Analysis of the April 24, 2006 Destructive Hailstorm in Wichita, Kansas

James M. Caruso
NWS Wichita, Kansas

1. Introduction

During the early morning hours on Monday, April 24th, 2006, two elevated supercell thunderstorms developed just to the west and northwest of Wichita, Kansas, with one of the storms forming over southeastern Reno County, while the second storm developed over western Sedgwick County. The latter, southern-most supercell became the one of clear interest as it moved eastward across the Wichita Metropolitan area between 1210 and 1230 UTC (710 and 730 AM CDT), producing destructive hail with the west side of the city bearing the brunt of the storm’s wrath. This storm produced very large hail on the west side of Wichita with hailstones ranging in size from 2.00 to 3.00 inches in diameter (Fig. 1). Property damage from this hailstorm was estimated at 70 million dollars. This local case review will compare the KICT and KVNX (Vance AFB) WSR-88D radar perspectives of this supercell. Storm environment information will also be presented.

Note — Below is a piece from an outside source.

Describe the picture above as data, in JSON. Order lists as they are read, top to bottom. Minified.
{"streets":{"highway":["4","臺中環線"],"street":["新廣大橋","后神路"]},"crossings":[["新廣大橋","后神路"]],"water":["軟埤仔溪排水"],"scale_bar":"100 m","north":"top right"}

2. Brief Summary of Severe Weather from April 23rd - 24th, 2006

The period from the evening of April 23rd through the early evening of April 24th was very active in terms of the number of severe weather reports (Figs. 2a and 2b) across the NWS Wichita County Warning Area. Several mesoscale convective systems (MCSs) moved across central and southeastern Kansas during that period with the storms on the evening of the 23rd producing both severe wind and hail reports, while the storm reports on April 24th were predominately large hail including at least a half a dozen reports of hail of 2 inches in diameter or greater. Between 0900 and 1230 UTC on the 24th, an MCS tracked from central and south central Kansas rapidly through southeastern Kansas and northeastern Oklahoma with most of this thunderstorm activity remaining below severe levels. However, during this same time frame, a new cluster of thunderstorms also developed from west central Kansas across south central Kansas and north central Oklahoma with the storms over south central Kansas and north central Oklahoma becoming rapidly severe (Figs. 3a -3c). Figure 3c highlights the supercell which was producing very large hail in west Wichita at 1215 UTC.

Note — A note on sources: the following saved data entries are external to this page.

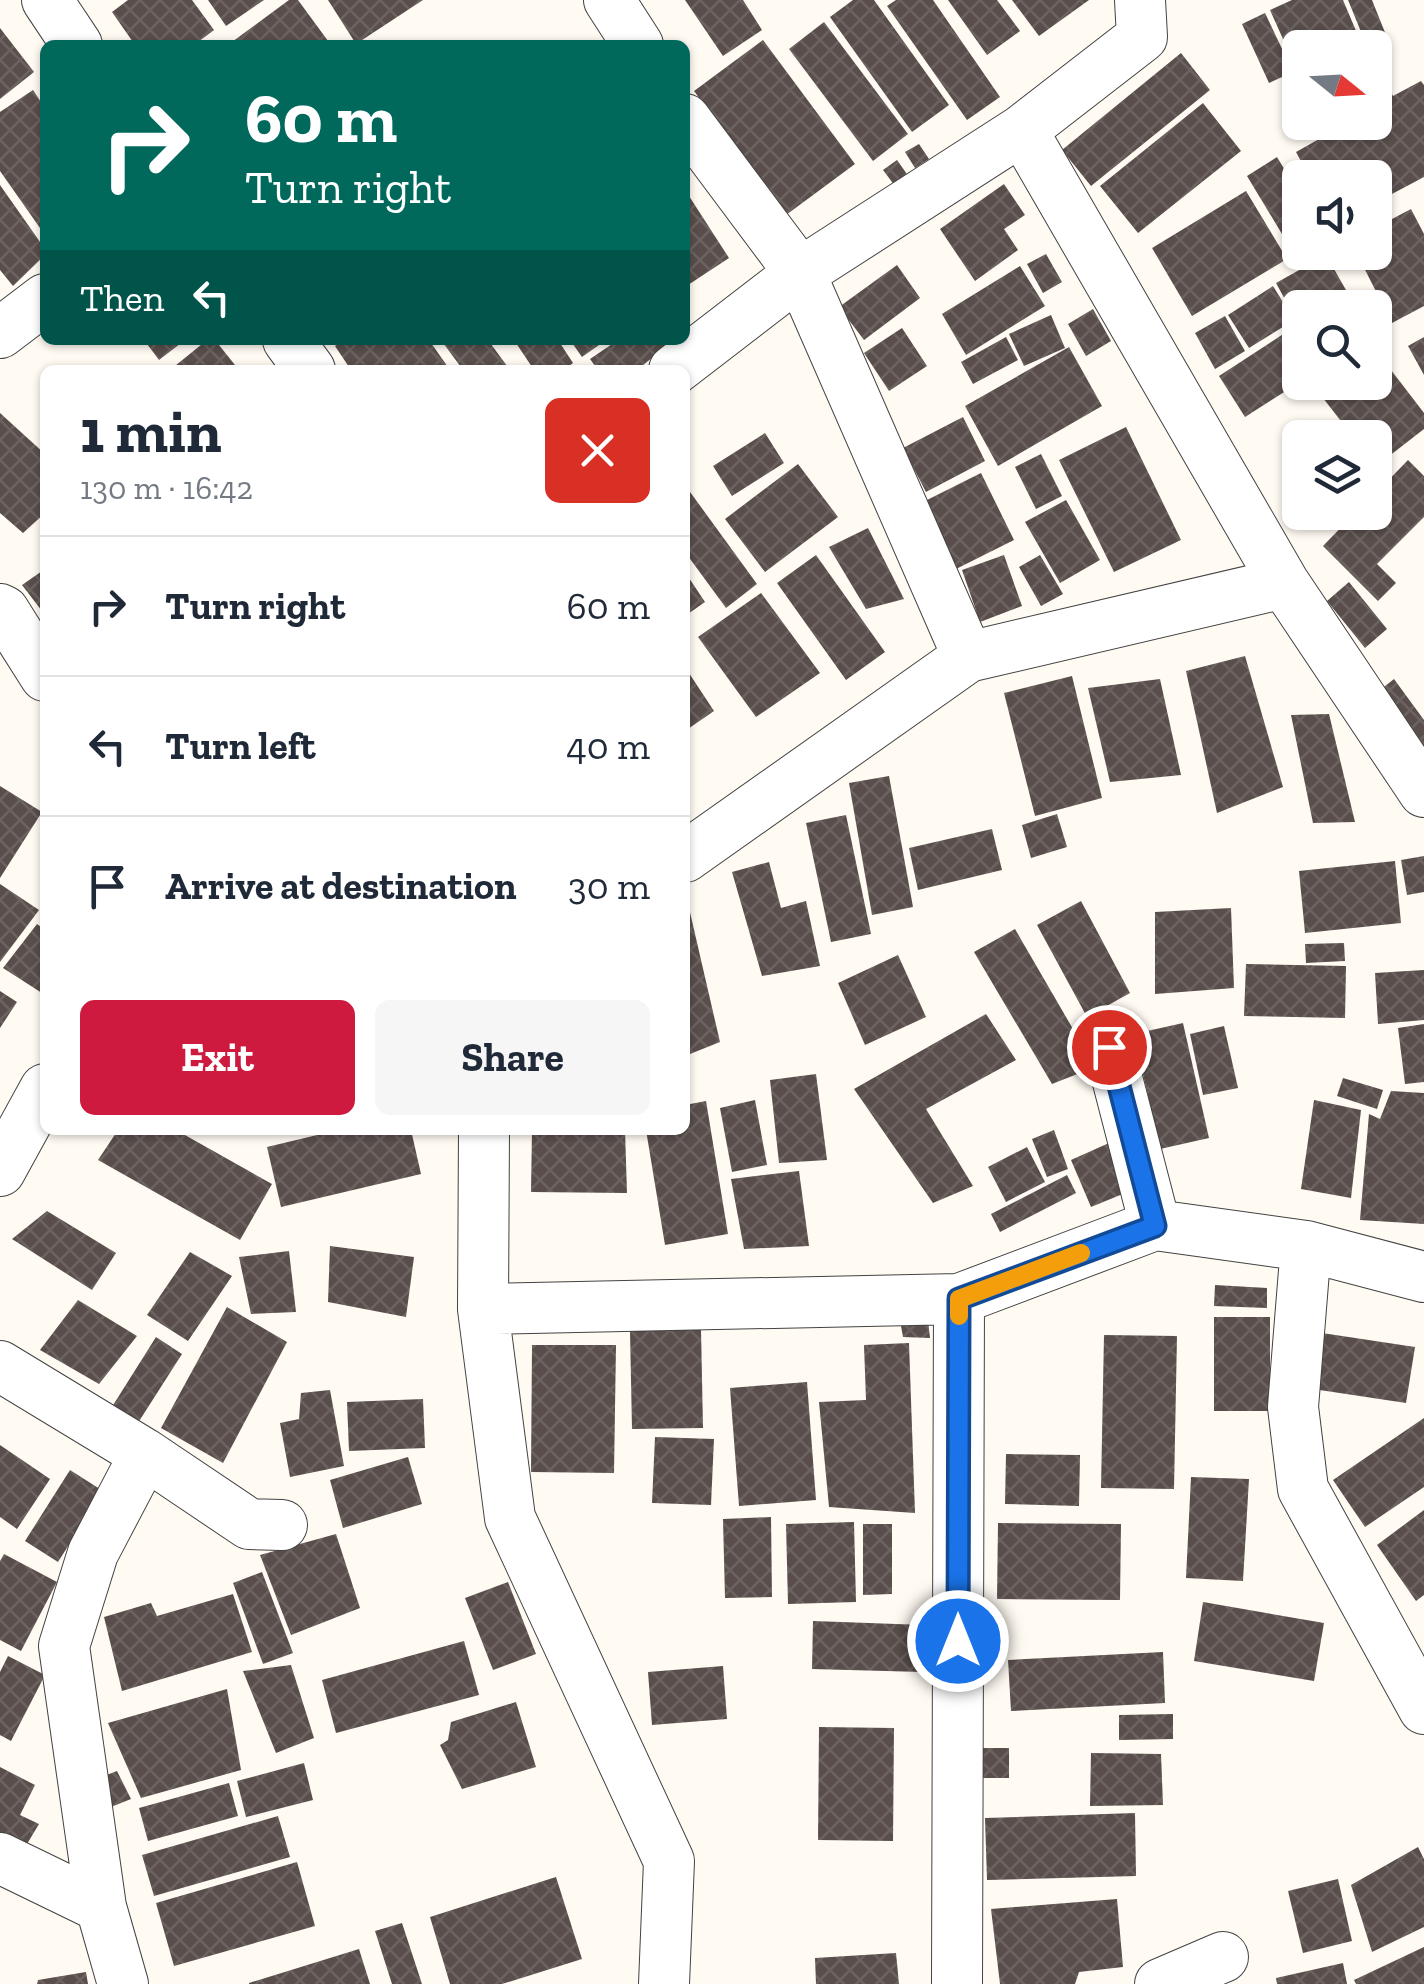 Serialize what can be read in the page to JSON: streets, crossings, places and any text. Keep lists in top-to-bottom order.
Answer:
{
  "north": "right",
  "page": {
    "turn": ["60 m", "Turn right"],
    "then": "Then",
    "heading": ["1 min", "130 m · 16:42"],
    "list": [
      {
        "name": "Turn right",
        "value": "60 m"
      },
      {
        "name": "Turn left",
        "value": "40 m"
      },
      {
        "name": "Arrive at destination",
        "value": "30 m"
      }
    ],
    "buttons": ["Exit", "Share"]
  }
}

3. Storm Environment Information

Very steep mid-level lapse rates were present during the early morning hours on April 24th (Fig. 4). Interpolation between the DDC, TOP, and OUN 12z upper air soundings (Fig. 5) from the 24th indicated a freezing level height of approximately 12,700 ft AGL, with the minus 20 celsius height of approximately 21,700 ft AGL. The soundings from especially DDC and OUN confirmed the very steep mid-level lapse rates which is favorable for hail production along with an inversion between 750 and 850 mb.

Figure 7 contains several different images of hail-related parameters from the Storm Prediction Center Hourly Mesoanalysis Archive Page from the morning of April 24th. Of worthy note, the SPC Mesoanalysis page uses a Barnes surface objective analysis along with the RUC forecast as a first guess. The surface data is then merged with the latest RUC forecast upper air data to represent a 3-dimensional current objective analysis. Each grid point is then post-processed with a sounding analysis routine called NSHARP to calculate the individual technical fields pertinent to mesoscale analysis. Most-Unstable CAPE (MUCAPE) ranged from 2,500 to 4,000 J kg-1 in a bullseye across south central Kansas from 09 UTC through 12 UTC indicating a very unstable atmosphere. Effective Bulk Shear, often used for elevated storm environments, increased from 30 to 35 kt during that same three hour time period. According to SPC, supercells become more probable as the effective bulk shear vector increases in magnitude through the range of 25-40 kt and greater. CAPE values between the minus 10 celsius and minus 30 celsius layer ranged from approximately 400 to 700 J kg-1. The Significant Hail Parameter showed values ranging from 1 to 2 across the Wichita area. This parameter is not a forecast of hail size, but rather an indication of when significant (2 inch diameter or larger) hail is possible. According to SPC, in practice, maximum contour values of 1.5-2.0 or higher will typically be present when significant hail is going to be reported.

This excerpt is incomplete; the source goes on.